Is Tiger tourism good for tiger preservation?

For centuries, the prospect of spotting a Bengal tiger in the wild has been a highlight of visiting India. Now the Government is to end the spectacle amid fears that the species is being “loved to death” by visitors desperate for a glimpse of tigers in the wild.
A count in February 2008 showed that India’s tiger population had plummeted to 1,411 animals, down from 3,642 in 2002. The latest figure is disputed, however. Some experts say that there may be only 800 wild tigers in India today and that the species could be rendered extinct in five years.
According to government officials, the species has already disappeared or is in danger of becoming extinct in 16 reserves. A century ago, when tiger hunting was a favourite pastime of Raj-era dignitaries, there were an estimated 40,000 in India.
 
The decline is largely due to poaching, but habitat damage caused by tourism has also reached critical levels, experts say. “Seeing a wild tiger has become a kind of status symbol,” M. K. Ranjitsinh, chairman of the Wildlife Trust of India, said. “People do not realise the harm to the broader ecosystem. They are loving the tiger to death.”

Tourists, whether in vehicles or on top of elephants, destroy the high grassland in which the big cats hunt, and drive away their prey, Mr Ranjitsinh said. In many parks, lodges have been built in core reserve areas while hotels block the corridors that tigers use to travel from one territory or reserve to another.

But not everybody feels this way.  Lara Benfield of Steppes Discovery, a travel company which specialises in arranging tailor made holidays to exotic destinations, believes there are many reasons why tourism saves tigers.  "For six years, I (and many others) have been saying to NTCA and Forest Department that where tourism exists, tigers are still surviving. Alternative livelihoods and the presence of tourists prevents destructive activities such as marginal farming, poaching, grazing and forestry.  Forest staff are paid better and are accountable for their work.  Tourism channels resources into the regions and enables the millions of people who care about nature to visit them.  In turn this provides millions of additional finance in the Forest department’s coffers to return into conservation efforts." she says.

"Habitats that have no visiting tourist are in a desperately poor state of health; overgrazed and burnt - simply ‘unloved’. You don’t have to be a wildlife research scientist to see this!
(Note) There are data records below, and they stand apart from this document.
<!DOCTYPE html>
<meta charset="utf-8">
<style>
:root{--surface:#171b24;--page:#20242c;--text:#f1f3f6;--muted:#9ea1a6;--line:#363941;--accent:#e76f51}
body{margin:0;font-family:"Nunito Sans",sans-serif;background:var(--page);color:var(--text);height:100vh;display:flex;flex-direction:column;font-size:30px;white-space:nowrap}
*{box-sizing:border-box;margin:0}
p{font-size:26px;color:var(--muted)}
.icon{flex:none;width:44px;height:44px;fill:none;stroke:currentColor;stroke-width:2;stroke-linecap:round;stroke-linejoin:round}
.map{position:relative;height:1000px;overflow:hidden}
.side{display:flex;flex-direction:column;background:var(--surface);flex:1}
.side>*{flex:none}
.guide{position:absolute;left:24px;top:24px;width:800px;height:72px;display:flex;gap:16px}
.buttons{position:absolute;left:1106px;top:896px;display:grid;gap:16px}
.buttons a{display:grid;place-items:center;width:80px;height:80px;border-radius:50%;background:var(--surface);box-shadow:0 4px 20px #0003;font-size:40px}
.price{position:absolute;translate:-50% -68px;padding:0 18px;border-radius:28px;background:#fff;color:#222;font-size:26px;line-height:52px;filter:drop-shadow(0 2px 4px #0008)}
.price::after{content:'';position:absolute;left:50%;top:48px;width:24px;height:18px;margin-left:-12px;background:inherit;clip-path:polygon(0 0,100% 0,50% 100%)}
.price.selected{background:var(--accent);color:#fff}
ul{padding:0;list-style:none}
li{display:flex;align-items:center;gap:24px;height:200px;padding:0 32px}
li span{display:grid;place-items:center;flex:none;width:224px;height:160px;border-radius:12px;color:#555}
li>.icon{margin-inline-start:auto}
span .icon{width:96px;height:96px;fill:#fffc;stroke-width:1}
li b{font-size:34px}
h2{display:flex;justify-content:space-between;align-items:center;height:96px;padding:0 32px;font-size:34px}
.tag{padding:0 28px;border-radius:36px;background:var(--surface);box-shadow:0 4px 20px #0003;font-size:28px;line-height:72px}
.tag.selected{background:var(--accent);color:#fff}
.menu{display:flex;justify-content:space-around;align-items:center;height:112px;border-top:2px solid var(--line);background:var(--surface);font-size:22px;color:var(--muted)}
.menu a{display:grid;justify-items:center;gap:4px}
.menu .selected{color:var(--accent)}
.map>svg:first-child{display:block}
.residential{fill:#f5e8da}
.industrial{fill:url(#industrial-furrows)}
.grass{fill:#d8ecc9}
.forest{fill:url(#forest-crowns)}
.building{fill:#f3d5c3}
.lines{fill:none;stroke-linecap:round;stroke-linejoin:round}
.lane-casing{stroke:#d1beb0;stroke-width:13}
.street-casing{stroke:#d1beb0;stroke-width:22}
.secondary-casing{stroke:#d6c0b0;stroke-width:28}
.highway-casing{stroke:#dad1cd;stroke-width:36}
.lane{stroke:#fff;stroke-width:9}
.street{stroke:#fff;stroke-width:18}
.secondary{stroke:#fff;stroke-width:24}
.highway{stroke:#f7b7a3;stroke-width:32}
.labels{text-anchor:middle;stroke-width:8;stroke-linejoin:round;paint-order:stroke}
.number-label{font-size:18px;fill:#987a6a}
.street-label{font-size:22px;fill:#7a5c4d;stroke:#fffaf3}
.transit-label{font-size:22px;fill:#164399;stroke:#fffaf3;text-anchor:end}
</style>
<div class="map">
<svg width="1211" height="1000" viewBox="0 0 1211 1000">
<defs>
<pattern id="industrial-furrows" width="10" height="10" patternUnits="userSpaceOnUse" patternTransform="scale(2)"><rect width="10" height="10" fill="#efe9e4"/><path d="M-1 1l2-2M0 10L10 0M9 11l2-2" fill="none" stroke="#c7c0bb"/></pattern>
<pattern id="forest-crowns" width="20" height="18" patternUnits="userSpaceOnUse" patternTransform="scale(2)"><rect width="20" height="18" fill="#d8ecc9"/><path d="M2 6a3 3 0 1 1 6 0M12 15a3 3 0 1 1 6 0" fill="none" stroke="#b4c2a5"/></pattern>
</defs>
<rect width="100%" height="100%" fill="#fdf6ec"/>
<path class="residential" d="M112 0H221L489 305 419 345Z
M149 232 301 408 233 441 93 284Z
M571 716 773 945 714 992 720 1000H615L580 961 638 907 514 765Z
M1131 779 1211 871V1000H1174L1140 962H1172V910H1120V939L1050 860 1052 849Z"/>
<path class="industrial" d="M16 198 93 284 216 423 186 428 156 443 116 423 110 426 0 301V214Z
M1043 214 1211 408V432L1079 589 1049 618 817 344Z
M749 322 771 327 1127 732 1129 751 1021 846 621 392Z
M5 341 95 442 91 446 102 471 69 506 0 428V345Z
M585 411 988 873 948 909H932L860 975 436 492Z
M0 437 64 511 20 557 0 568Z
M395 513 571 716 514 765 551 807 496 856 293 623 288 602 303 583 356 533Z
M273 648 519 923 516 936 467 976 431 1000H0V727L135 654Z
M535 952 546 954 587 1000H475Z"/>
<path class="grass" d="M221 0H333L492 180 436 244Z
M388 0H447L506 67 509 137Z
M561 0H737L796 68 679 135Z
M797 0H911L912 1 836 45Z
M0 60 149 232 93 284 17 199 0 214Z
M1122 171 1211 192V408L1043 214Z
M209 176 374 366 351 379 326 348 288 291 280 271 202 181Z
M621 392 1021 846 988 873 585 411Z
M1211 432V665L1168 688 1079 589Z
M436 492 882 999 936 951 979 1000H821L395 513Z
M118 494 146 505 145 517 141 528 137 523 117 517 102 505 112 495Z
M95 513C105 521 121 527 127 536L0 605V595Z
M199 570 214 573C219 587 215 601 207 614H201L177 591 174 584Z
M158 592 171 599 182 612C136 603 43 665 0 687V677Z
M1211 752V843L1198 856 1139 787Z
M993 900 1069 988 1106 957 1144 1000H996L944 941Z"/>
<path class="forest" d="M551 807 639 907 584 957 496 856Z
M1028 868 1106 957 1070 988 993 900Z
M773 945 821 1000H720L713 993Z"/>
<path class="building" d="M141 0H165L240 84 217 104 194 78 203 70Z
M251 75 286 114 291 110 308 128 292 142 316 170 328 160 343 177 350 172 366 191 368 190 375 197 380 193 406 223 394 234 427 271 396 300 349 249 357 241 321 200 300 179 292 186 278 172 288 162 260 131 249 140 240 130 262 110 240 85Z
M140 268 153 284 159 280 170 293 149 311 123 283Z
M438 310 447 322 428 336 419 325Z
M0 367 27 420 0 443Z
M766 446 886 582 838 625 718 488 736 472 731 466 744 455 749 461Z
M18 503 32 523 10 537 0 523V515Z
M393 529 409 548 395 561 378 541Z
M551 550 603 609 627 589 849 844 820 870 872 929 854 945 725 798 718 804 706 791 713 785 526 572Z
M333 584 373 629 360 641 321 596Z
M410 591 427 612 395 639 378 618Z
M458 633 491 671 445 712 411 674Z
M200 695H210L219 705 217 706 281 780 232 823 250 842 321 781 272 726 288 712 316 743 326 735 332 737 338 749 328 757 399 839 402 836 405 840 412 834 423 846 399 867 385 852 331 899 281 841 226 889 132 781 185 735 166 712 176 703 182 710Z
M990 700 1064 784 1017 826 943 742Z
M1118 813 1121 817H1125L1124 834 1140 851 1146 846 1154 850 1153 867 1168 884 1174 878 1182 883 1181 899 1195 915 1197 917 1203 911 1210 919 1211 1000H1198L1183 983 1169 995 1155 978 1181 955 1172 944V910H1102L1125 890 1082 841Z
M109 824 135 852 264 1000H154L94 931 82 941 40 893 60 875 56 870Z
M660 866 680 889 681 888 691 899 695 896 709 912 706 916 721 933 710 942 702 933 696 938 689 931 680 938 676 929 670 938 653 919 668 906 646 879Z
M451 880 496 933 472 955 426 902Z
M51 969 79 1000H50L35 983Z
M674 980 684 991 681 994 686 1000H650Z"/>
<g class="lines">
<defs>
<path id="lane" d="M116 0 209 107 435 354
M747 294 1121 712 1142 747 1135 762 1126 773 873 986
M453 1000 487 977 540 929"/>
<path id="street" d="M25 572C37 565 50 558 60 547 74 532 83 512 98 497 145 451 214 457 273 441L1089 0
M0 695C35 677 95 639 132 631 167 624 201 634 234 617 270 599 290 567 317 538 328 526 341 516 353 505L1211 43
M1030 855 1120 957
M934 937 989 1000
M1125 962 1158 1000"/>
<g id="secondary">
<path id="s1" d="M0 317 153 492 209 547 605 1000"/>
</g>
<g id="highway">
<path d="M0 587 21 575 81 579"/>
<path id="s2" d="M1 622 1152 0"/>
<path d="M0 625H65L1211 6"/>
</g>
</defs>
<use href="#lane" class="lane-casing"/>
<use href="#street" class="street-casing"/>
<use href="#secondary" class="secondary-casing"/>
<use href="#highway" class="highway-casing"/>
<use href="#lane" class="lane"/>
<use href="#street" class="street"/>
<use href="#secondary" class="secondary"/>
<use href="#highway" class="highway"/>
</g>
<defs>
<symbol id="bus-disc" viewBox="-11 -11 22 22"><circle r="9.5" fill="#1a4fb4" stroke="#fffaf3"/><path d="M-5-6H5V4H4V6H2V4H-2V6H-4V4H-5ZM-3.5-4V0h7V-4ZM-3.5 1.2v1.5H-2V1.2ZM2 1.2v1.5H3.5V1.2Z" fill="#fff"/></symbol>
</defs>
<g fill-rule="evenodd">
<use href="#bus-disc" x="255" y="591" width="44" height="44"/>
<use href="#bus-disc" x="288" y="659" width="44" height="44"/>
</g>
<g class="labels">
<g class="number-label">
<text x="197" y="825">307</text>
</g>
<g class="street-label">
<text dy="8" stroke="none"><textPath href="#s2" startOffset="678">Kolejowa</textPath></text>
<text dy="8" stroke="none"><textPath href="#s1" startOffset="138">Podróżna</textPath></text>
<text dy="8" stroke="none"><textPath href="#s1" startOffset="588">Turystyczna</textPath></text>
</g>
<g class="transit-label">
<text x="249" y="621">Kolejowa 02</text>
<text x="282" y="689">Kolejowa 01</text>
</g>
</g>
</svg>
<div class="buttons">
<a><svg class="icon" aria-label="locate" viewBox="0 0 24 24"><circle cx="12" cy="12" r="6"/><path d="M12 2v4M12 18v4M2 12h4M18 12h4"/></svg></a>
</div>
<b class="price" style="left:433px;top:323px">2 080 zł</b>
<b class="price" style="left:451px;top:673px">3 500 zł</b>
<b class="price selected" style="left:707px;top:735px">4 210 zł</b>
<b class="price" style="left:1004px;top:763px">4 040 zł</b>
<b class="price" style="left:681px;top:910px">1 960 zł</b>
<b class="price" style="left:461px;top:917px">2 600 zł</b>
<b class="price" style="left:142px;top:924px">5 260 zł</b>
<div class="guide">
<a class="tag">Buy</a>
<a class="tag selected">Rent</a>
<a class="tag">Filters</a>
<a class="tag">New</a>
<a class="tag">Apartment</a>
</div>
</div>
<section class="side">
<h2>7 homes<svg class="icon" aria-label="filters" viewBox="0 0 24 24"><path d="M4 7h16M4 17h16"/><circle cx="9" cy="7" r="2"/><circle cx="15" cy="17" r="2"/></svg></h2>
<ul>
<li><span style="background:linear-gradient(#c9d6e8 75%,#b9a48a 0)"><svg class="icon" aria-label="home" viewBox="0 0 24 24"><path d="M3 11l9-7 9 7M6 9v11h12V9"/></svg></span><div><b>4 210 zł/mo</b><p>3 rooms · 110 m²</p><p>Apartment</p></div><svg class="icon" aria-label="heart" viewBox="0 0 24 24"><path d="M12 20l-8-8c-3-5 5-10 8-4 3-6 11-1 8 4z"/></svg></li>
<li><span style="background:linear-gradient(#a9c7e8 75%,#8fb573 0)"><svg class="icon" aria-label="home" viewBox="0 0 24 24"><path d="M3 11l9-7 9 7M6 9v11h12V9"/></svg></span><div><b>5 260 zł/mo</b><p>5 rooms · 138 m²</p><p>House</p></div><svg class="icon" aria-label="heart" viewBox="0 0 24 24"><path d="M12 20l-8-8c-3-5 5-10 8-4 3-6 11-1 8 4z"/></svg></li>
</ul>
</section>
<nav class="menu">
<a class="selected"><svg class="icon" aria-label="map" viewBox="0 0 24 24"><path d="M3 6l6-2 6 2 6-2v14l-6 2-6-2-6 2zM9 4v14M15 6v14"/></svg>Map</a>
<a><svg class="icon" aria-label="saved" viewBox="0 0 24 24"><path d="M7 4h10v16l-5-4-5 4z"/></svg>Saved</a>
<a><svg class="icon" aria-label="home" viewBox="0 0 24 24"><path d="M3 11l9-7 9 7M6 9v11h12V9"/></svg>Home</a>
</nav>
I am not justifying the damage mass tourism can cause (outside of park boundaries of course) - a lot of it is poor and unsustainable.  For years I have been advocating better rules, regulations and ENFORCEMENT." she adds.

We hope that in the future necessary protection measures are put in place to protect the tigers and maybe then can India reopen the gates to tiger tourism.  Afterall, we all want one thing and that is a glimpse of a free tiger in its natural habitat.